**WORK INSTRUCTION**
Set down the lines that begin at the top of the records and end with the line containing "filter:drop-shadow(0 0 1px", and drop every picture.
EXERCISE DATA: Begin
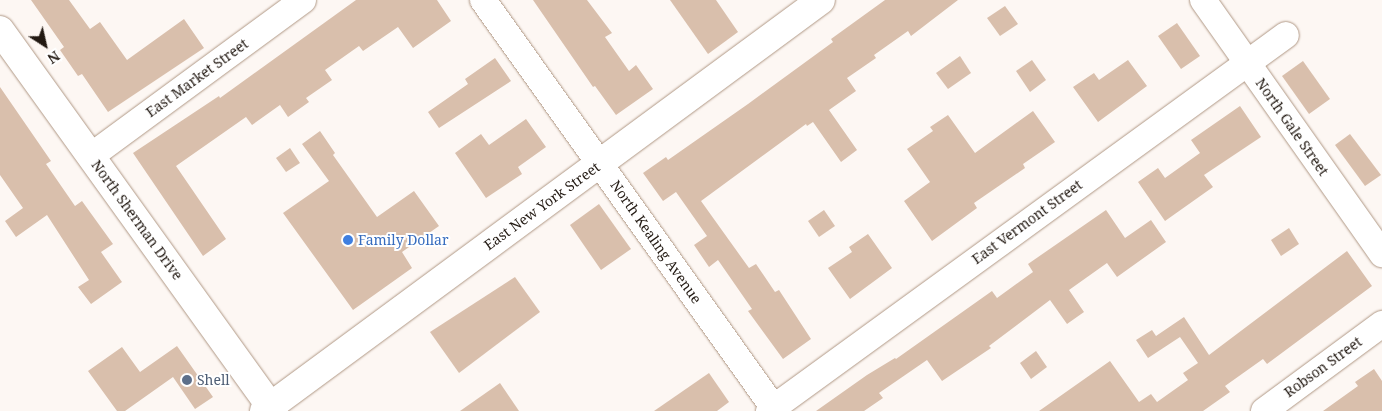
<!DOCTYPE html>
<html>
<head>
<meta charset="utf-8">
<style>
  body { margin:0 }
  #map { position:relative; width:1382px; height:411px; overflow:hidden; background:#fdf7f3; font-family:"Noto Serif",serif }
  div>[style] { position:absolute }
  .building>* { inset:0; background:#d9bfac }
  .roads { filter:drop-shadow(0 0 1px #b09885) drop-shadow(0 0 1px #b09885) }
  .minor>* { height:26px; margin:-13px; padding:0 13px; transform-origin:13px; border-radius:13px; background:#fff }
  .major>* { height:28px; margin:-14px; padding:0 14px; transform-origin:14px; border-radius:14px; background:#fff }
  .dots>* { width:14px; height:14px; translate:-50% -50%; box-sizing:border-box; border:2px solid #fff; border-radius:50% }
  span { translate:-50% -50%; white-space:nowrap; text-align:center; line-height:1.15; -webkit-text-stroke:4px #fff; paint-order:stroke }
  .street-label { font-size:14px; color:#221912 }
  .shop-label { font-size:14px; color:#366cbe }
  .left { translate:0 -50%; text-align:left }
  .service-label { font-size:14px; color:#4e5e75 }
  .north { position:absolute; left:20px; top:20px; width:50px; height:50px; -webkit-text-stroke:4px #fff; paint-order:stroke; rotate:145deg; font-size:14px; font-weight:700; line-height:20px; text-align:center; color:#221912 }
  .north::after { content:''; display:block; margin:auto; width:18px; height:22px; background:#221912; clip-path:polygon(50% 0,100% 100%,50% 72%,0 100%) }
</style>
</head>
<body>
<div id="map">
  <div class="building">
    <i style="clip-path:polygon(31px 0,69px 0,90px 29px,100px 22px,127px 60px,184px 19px,204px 48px,108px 112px,82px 74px,78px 76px,60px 50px,64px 47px)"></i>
    <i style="clip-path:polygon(356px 0,437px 0,451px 21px,413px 48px,398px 27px,363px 51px,359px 46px,325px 70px,332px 80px,306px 98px,309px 102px,288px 117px,280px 105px,252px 125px,246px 117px,176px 166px,226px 239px,203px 256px,133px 153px,219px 96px,220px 98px)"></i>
    <i style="clip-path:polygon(533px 0,587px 0,612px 33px,605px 37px,629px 71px,636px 65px,653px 89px,616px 115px,595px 86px,593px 87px)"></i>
    <i style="clip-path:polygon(670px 0,716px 0,738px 32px,708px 54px)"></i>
    <i style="clip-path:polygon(885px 0,958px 0,911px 36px,908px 31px,874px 55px,876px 58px,847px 78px,856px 91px,829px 110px,857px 150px,841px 162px,813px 122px,807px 126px,806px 124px,701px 201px,749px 268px,756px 264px,775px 292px,779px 290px,811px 339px,783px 359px,748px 311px,752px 309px,718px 260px,709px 267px,694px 245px,707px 236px,676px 192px,663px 201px,643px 173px,666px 157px,668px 160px,748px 104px,833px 42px,831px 39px)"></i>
    <i style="clip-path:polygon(1005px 6px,1018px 24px,1000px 36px,987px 18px)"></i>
    <i style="clip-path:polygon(1177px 23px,1200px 56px,1181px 69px,1158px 36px)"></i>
    <i style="clip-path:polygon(960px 56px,971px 73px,948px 89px,936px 73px)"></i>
    <i style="clip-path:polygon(495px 58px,511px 81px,439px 128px,428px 112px,468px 84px,465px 79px)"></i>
    <i style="clip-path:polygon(1032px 60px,1046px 80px,1030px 92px,1016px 71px)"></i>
    <i style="clip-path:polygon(1128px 60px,1147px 86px,1098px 122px,1073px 87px,1094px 73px,1099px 80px)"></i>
    <i style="clip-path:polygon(1303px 61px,1330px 99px,1309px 114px,1282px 76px)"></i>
    <i style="clip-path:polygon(0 87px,51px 161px,46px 164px,75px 206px,82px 201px,113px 244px,101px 252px,122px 282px,91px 304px,78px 287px,89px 280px,47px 215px,16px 237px,5px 221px,23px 208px,0 175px)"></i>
    <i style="clip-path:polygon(1240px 106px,1261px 137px,1204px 175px,1213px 187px,1165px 221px,1138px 182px,1158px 168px,1165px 178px,1200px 153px,1191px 140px)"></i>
    <i style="clip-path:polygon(1033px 111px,1055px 142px,1023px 164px,1025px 168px,974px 203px,977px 208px,932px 241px,904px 201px,930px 182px,907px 149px,933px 131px,930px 127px,948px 115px,975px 153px)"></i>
    <i style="clip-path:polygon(526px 119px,546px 147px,518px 167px,522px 174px,486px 198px,455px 153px,481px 134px,489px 145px)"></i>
    <i style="clip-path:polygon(320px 131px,335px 153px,333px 155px,377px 217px,414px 191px,439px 226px,402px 252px,412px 268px,353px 310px,283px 213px,329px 181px,302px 144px)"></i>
    <i style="clip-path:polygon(1350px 134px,1381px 175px,1365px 186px,1335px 145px)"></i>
    <i style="clip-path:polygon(290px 148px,300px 163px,286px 172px,276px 158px)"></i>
    <i style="clip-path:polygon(599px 204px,631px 249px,601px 270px,570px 225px)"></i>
    <i style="clip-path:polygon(824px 210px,835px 226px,819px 237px,808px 221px)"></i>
    <i style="clip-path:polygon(1106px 210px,1125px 238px,1151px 220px,1166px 242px,1117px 277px,1107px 263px,1069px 290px,1084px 312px,1067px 324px,1050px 300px,989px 346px,991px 348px,942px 381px,927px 360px,879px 393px,883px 398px,864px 411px,816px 411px,867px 375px,895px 358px,896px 359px,992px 291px,997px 298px,1033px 272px,1028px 264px)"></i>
    <i style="clip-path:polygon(1289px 228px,1299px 244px,1281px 256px,1271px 240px)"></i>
    <i style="clip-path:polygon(868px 234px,892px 268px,850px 299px,828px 268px,852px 252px,849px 247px)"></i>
    <i style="clip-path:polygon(1347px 251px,1372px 286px,1267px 364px,1263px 359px,1225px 386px,1230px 392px,1203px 411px,1039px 411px,1110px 361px,1139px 402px,1151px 394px,1157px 402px,1188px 380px,1183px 373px,1198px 363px,1180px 337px,1148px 358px,1136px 340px,1152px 330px,1156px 336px,1184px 317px,1209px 355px)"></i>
    <i style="clip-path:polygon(515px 277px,540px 312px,459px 373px,430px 332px)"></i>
    <i style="clip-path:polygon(177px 346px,213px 397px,195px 409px,173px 377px,125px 411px,117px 411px,88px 371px,122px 347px,140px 372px)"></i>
    <i style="clip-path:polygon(1036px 351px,1047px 367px,1031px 379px,1020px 363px)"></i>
    <i style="clip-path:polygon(1374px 369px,1382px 381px,1382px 411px,1323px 411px,1358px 386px,1355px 382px)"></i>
    <i style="clip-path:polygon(709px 373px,729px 402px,717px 411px,654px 411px)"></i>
    <i style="clip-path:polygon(500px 383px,519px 411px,460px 411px)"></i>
  </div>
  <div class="roads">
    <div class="minor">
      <i style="left:483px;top:0;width:505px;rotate:54.52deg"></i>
      <i style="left:1203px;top:0;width:311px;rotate:54.8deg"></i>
      <i style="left:91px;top:156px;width:263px;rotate:-36.3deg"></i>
      <i style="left:769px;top:411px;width:639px;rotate:-36.03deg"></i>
      <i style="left:1264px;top:411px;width:147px;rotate:-36.4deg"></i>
    </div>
    <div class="major">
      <i style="left:0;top:30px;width:469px;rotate:54.3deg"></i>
      <i style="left:264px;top:411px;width:692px;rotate:-36.42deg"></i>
    </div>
  </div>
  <div class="dots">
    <i style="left:348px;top:240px;background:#3f7fe0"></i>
    <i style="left:187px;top:380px;background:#5c6f8a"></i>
  </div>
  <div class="street-label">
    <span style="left:197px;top:78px;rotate:-36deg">East Market Street</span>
    <span style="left:1292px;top:127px;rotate:55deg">North Gale Street</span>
    <span style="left:542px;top:206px;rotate:-36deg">East New York Street</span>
    <span style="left:137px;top:220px;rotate:54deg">North Sherman Drive</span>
    <span style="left:1027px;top:222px;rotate:-36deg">East Vermont Street</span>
    <span style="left:656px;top:242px;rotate:55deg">North Kealing Avenue</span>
    <span style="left:1323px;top:367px;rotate:-36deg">Robson Street</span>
  </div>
  <div class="shop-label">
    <span class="left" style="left:358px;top:240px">Family Dollar</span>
  </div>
  <div class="service-label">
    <span class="left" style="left:197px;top:380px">Shell</span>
  </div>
  <div class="north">N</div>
</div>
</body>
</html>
EXERCISE DATA: End
**SOLUTION TO THIS TASK**
<!DOCTYPE html>
<html>
<head>
<meta charset="utf-8">
<style>
  body { margin:0 }
  #map { position:relative; width:1382px; height:411px; overflow:hidden; background:#fdf7f3; font-family:"Noto Serif",serif }
  div>[style] { position:absolute }
  .building>* { inset:0; background:#d9bfac }
  .roads { filter:drop-shadow(0 0 1px #b09885) drop-shadow(0 0 1px #b09885) }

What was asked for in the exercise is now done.